A look at the US Senator’s who ‘could’ vote to convict their party leader of egging on protestors and anarchists to tear up the inside of the countries Capitol and possibly be looking to harm the members of that body…
The odds are VERY much against conviction….
The evidence is clear and persuasive. There is video of Trump inciting the mob, in incendiary language, exhorting them to march to the Capitol while the Senate and House jointly deliberated certification of President-elect Joe Biden’s election. The election fraud claims that Trump has peddled for months – the “stolen” election that forms the basis of the mob’s anger — have been demonstrated to be false countless times. Trump’s obstruction of the peaceful transition, a bedrock of our democracy, could hardly be better documented. This included a private phone call to the Georgia Secretary of State Brad Raffensperger, bullying him to “find” the votes needed for Trump to surpass Biden – all captured by the resourceful Raffensperger, who wisely taped the call and released it to the press.
But the most important distinguishing factor this time around may very well be Mitch McConnell, who supported the House impeachment process this time after adamantly opposing it the last. McConnell has made it abundantly clear that he is open-minded (though undecided) on the matter of conviction. His ultimate decision could tip the balance one way or the other, as other fence-sitters may follow his lead.
None of this means Trump will be convicted. It’s just that the odds are far higher than last year, when the GOP, save Romney, was in lockstep opposition.
But who among the 50 GOP Senators might join the sure-to-be-united Democratic 50 member caucus?
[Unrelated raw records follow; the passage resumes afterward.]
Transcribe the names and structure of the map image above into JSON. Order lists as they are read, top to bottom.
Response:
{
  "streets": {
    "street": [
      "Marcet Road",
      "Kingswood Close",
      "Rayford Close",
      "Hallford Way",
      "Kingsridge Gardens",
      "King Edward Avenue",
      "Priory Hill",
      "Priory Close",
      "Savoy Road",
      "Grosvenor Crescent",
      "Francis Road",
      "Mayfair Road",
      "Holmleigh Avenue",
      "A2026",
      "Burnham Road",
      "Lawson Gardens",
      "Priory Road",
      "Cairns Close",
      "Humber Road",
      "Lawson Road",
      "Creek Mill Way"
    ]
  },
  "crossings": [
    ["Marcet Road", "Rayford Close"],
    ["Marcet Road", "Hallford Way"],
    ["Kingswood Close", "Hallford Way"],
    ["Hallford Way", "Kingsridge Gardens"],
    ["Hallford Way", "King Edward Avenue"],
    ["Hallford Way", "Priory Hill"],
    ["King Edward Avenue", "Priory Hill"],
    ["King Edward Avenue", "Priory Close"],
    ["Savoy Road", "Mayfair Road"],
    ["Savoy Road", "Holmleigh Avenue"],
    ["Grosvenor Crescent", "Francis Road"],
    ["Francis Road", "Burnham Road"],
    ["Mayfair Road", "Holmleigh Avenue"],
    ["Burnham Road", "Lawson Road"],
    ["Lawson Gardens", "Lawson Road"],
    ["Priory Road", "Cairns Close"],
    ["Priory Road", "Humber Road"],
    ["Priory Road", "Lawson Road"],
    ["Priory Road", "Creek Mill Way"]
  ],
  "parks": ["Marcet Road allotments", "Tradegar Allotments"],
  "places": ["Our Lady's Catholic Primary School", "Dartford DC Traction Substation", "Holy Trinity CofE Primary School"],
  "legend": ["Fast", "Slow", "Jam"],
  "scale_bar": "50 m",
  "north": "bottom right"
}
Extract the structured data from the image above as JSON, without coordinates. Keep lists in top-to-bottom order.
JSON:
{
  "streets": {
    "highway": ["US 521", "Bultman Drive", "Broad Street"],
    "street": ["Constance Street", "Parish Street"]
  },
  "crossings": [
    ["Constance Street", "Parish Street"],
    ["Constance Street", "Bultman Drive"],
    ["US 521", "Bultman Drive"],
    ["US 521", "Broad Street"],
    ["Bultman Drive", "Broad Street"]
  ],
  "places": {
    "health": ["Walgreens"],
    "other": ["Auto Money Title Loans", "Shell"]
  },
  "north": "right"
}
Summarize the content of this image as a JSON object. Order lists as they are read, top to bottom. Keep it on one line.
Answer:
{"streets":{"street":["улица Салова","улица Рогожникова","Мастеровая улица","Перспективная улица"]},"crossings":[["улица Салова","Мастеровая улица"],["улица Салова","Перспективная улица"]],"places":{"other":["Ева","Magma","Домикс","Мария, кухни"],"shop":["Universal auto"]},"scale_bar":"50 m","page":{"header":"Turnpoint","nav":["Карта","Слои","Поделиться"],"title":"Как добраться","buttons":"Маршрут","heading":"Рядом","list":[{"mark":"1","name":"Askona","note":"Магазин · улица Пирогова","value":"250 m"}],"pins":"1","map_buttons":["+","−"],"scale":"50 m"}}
To achieve conviction, at least 17 GOP Senators must join the Democrats to achieve the required two-thirds conviction threshold.
We see the GOP Senators falling into three groups: 1) the few almost certain to convict, 2) the ones who are open to conviction but are almost surely watching what Mitch McConnell decides, and 3) the vast majority who are either on the record as opposing impeachment or almost certainly are in that group.
As it happens, the first two groups add up to exactly 17. That does not leave much margin for error, but never forget that McConnell knows how to count votes, and there is little chance he is going to be on the losing side.
Among the factors to consider are which Senators have been critical of Trump in the past; whether they are up for reelection in 2022 and thus must pay careful attention to the Trump supporters; whether they have aspirations for the 2024 GOP nomination; how damning they have been about Trump’s behavior in the insurrection; and whether they supported Trump’s efforts to upend the election….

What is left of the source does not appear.